━━━ INPUT DATA

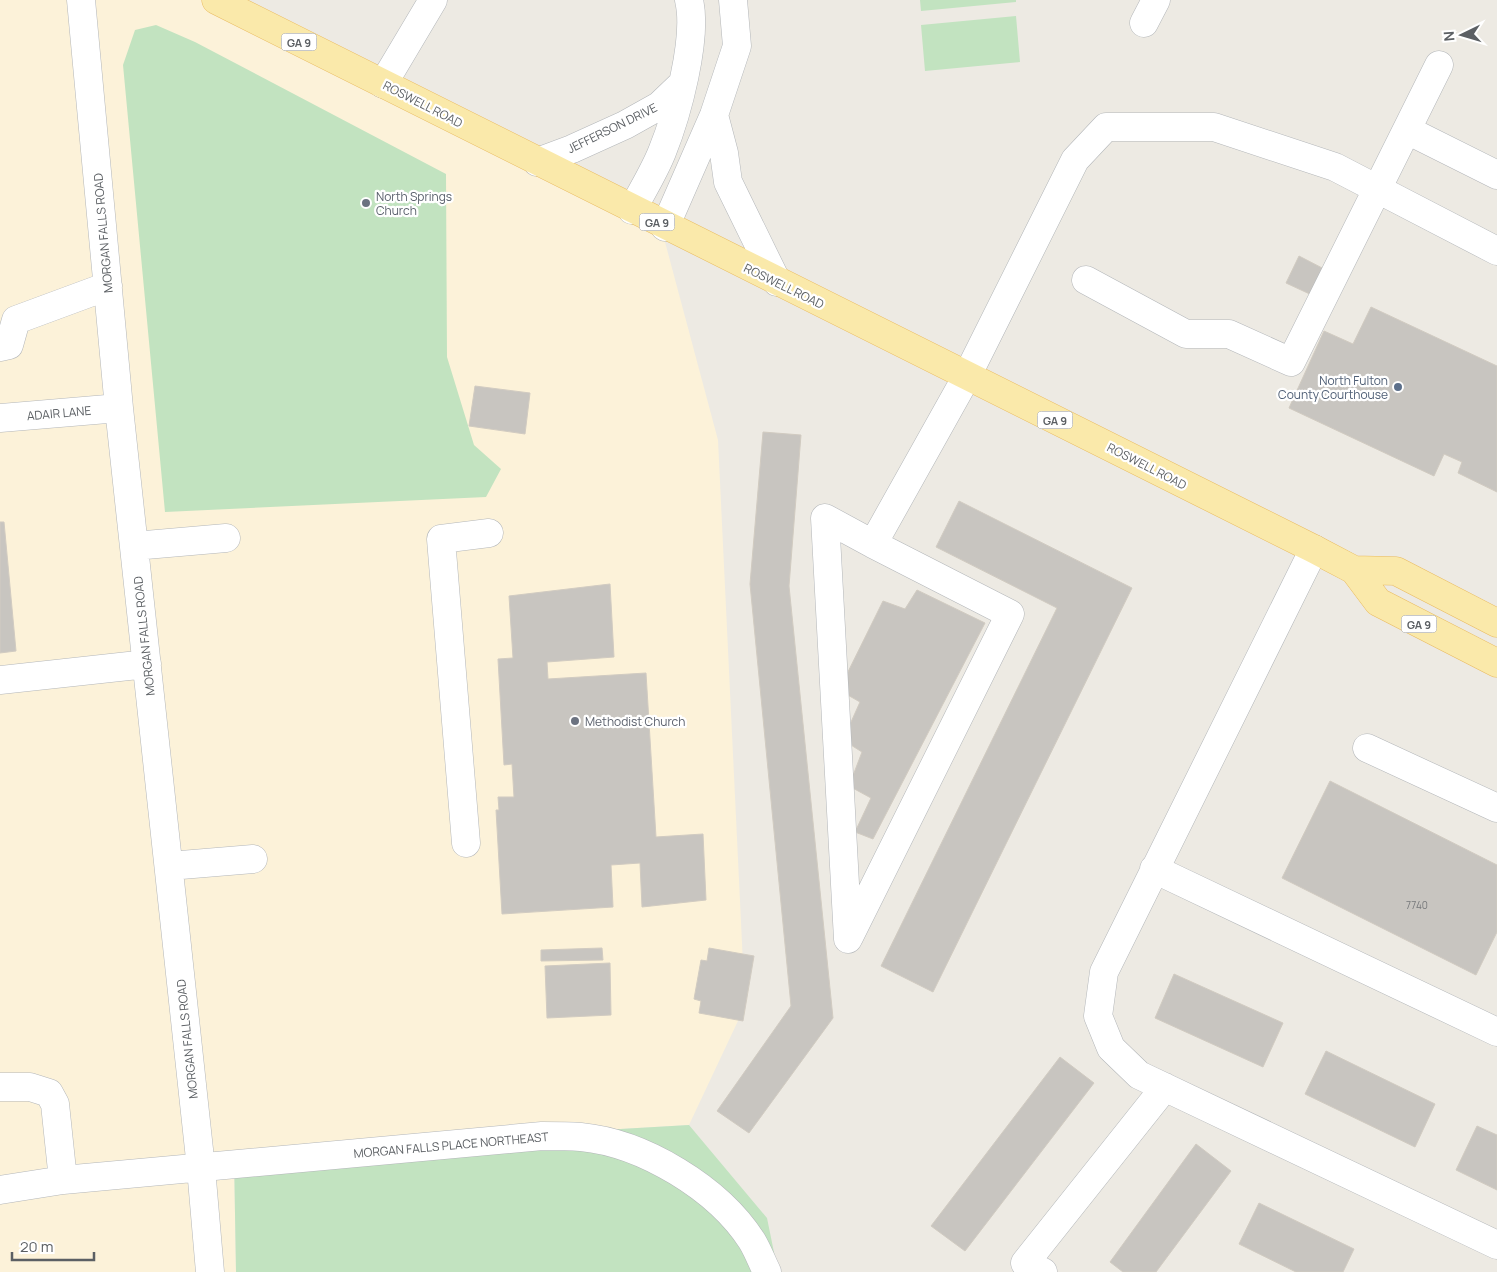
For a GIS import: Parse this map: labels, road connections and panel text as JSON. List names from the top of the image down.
{
  "streets": {
    "main road": ["GA 9", "ROSWELL ROAD"],
    "street": [
      "JEFFERSON DRIVE",
      "MORGAN FALLS ROAD",
      "ADAIR LANE",
      "MORGAN FALLS PLACE NORTHEAST"
    ]
  },
  "crossings": [
    ["ROSWELL ROAD", "JEFFERSON DRIVE"],
    ["MORGAN FALLS ROAD", "ADAIR LANE"],
    ["MORGAN FALLS ROAD", "MORGAN FALLS PLACE NORTHEAST"]
  ],
  "places": ["North Springs Church", "North Fulton County Courthouse", "Methodist Church"],
  "house_numbers": ["7740"],
  "scale_bar": "20 m",
  "north": "left"
}
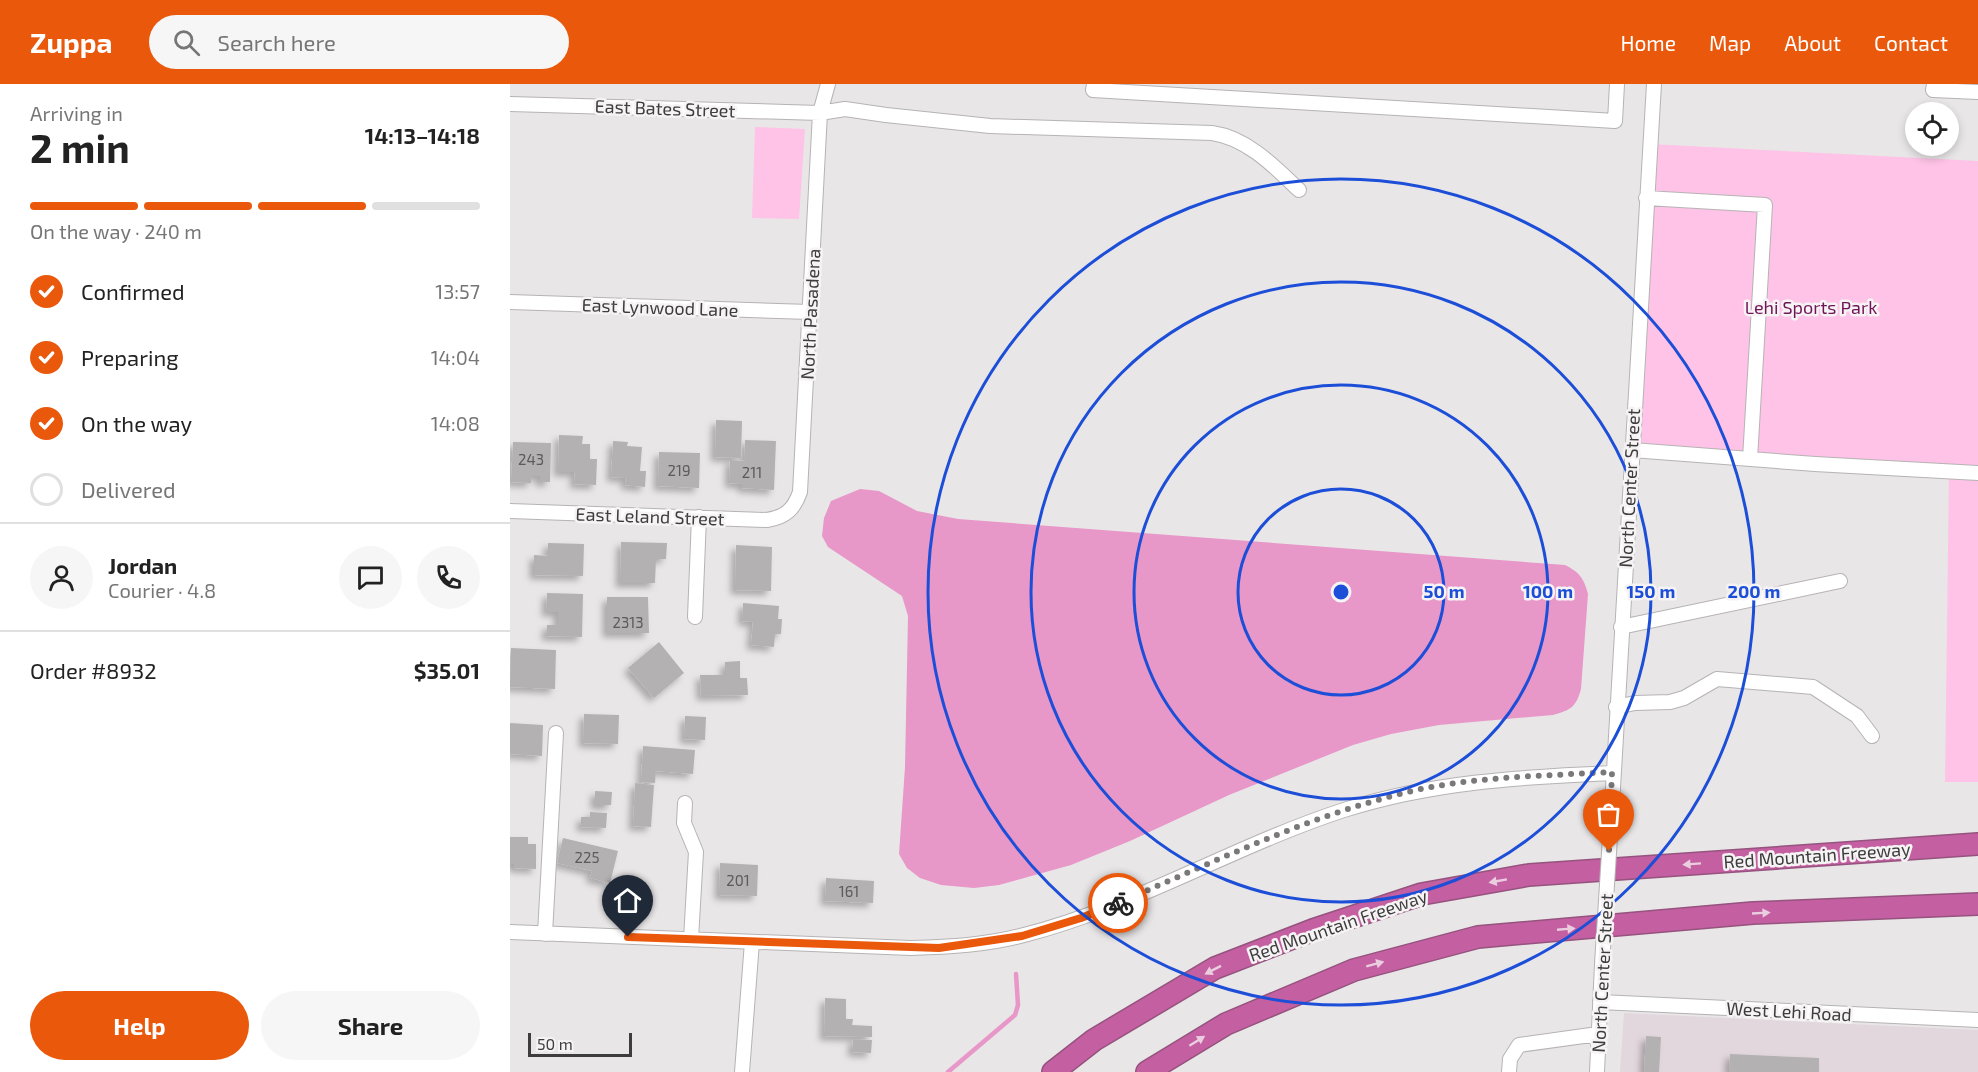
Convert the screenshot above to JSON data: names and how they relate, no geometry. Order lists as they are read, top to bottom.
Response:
{
  "streets": {
    "highway": ["Red Mountain Freeway"],
    "street": [
      "East Bates Street",
      "East Lynwood Lane",
      "North Pasadena",
      "North Center Street",
      "East Leland Street",
      "West Lehi Road"
    ]
  },
  "crossings": [
    ["East Bates Street", "North Pasadena"],
    ["East Lynwood Lane", "North Pasadena"],
    ["North Pasadena", "East Leland Street"],
    ["North Center Street", "West Lehi Road"]
  ],
  "parks": ["Lehi Sports Park"],
  "house_numbers": [
    "243",
    "219",
    "211",
    "2313",
    "225",
    "201",
    "161"
  ],
  "scale_bar": "50 m",
  "page": {
    "header": "Zuppa",
    "search": "Search here",
    "nav": [
      "Home",
      "Map",
      "About",
      "Contact"
    ],
    "heading": ["2 min", "Arriving in", "14:13–14:18"],
    "panel": [
      "Jordan",
      "Courier · 4.8",
      "Order #8932",
      "$35.01"
    ],
    "bar": "On the way · 240 m",
    "list": [
      ["Confirmed", "13:57"],
      ["Preparing", "14:04"],
      ["On the way", "14:08"],
      "Delivered"
    ],
    "buttons": ["Help", "Share"],
    "scale": "50 m"
  },
  "rings": [
    "50 m",
    "100 m",
    "150 m",
    "200 m"
  ]
}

━━━━━━

Filter the records above and return every line that holds the word "ADAIR".

▸ **REPLY TO THE EXERCISE**:
      "ADAIR LANE",
    ["MORGAN FALLS ROAD", "ADAIR LANE"],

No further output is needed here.